_Given data_
'''
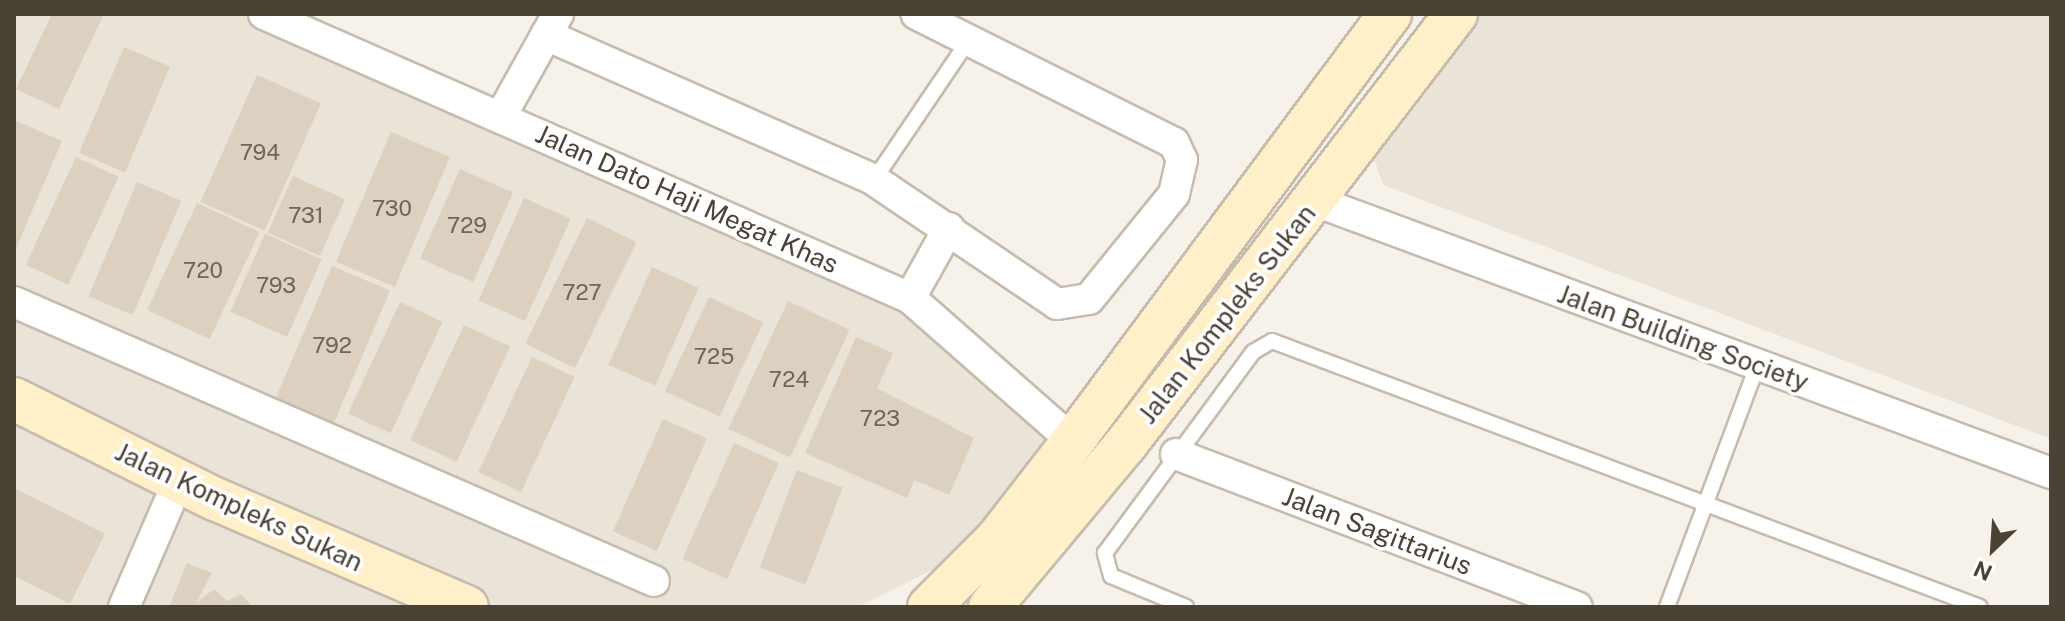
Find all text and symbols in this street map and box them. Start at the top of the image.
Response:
'''
'''
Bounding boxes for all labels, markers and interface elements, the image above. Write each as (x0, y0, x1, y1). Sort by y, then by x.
'''
'''
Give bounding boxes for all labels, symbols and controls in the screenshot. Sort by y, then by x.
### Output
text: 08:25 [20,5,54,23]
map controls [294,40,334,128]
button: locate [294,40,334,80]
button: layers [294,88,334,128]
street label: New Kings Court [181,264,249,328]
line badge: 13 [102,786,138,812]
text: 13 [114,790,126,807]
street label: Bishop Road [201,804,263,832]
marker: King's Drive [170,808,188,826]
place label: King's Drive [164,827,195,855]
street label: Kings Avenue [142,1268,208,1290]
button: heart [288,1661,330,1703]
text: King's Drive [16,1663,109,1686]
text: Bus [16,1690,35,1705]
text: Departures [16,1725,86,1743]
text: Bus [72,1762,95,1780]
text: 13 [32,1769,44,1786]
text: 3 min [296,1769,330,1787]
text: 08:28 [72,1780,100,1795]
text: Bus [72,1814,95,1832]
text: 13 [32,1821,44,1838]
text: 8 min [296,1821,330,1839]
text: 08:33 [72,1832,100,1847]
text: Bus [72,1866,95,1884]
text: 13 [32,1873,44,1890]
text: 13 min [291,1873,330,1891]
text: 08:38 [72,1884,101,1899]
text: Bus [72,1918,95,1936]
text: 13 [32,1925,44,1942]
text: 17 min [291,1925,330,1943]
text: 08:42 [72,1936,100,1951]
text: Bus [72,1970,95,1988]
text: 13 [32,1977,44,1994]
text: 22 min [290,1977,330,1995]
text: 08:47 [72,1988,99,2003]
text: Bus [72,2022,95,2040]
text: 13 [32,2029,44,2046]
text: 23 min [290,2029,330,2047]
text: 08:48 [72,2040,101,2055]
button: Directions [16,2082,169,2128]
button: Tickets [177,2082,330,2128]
'''
_What is expected_
Which lines above carry the string "then"? Copy those lines.

_Written reply_
Bounding boxes for all labels, markers and interface elements, the image above. Write each as (x0, y0, x1, y1). Sort by y, then by x.
Give bounding boxes for all labels, symbols and controls in the screenshot. Sort by y, then by x.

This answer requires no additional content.